MATERIAL PROVIDED:

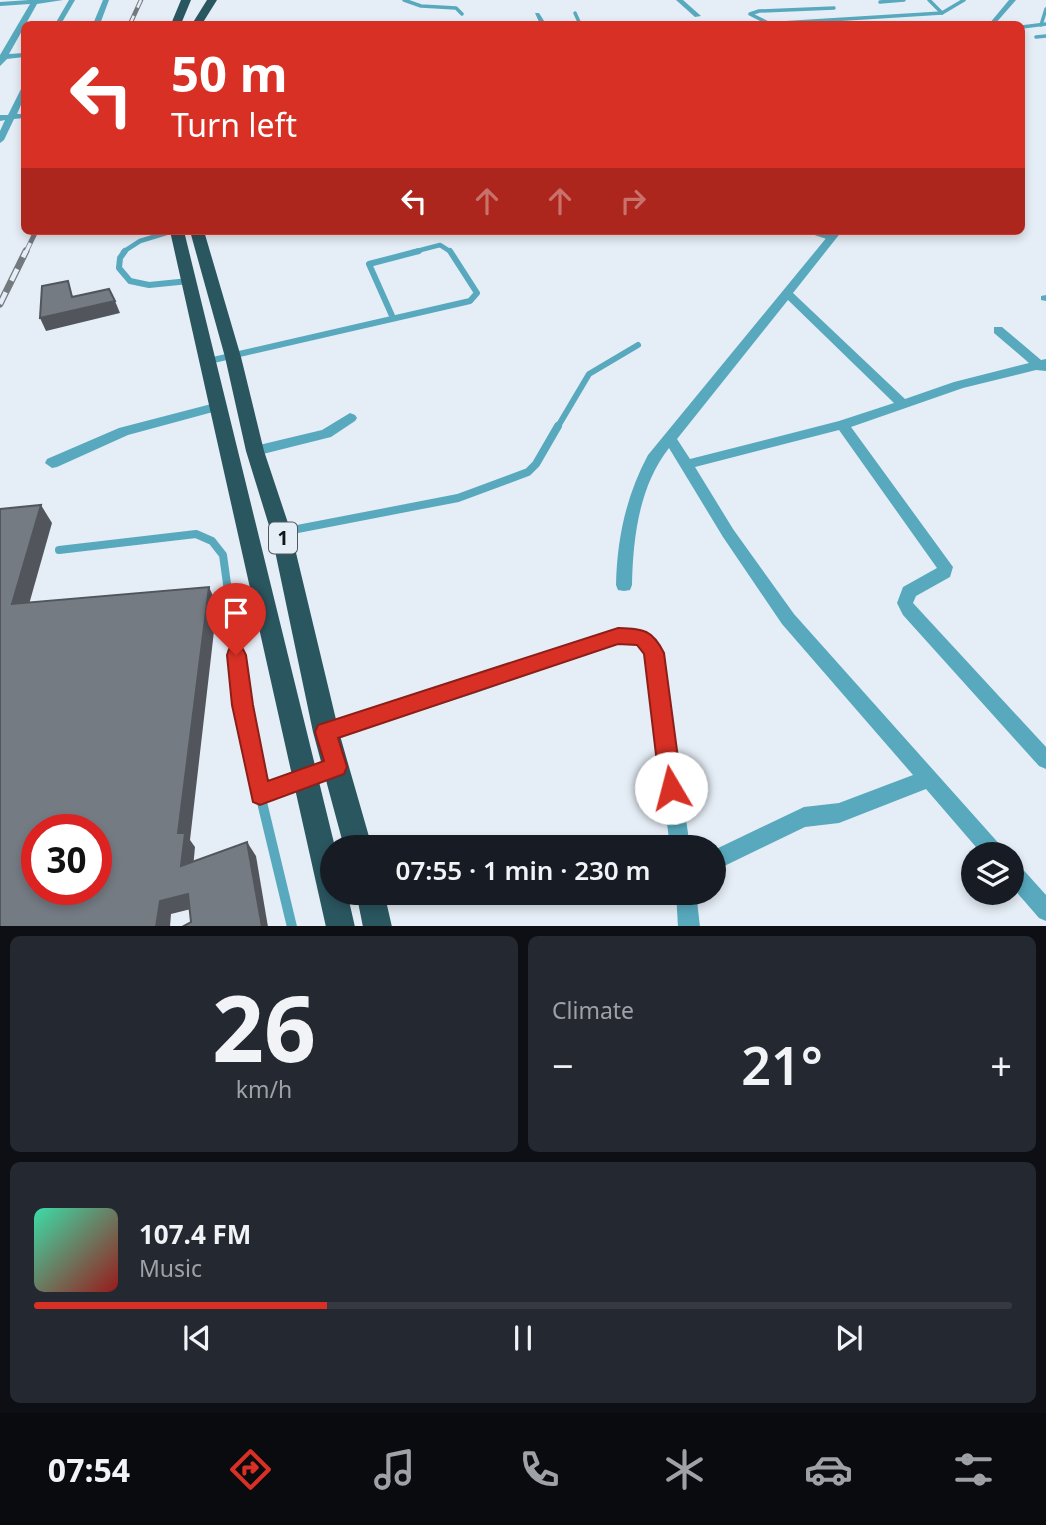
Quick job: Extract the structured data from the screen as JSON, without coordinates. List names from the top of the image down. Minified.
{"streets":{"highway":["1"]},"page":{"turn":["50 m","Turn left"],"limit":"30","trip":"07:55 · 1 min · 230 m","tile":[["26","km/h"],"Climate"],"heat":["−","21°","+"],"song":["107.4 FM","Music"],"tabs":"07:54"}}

--

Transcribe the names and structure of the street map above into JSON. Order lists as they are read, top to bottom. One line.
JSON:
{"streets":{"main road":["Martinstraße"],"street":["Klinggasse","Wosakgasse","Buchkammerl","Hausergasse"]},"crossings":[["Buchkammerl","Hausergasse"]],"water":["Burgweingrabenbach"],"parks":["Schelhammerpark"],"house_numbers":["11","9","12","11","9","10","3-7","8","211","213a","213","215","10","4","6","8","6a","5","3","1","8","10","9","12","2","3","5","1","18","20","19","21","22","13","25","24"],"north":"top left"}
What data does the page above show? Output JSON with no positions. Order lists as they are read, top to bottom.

WORK REQUEST:
Go through the entries and copy every line that has "lists".

ANSWER BOX:
Transcribe the names and structure of the street map above into JSON. Order lists as they are read, top to bottom. One line.
What data does the page above show? Output JSON with no positions. Order lists as they are read, top to bottom.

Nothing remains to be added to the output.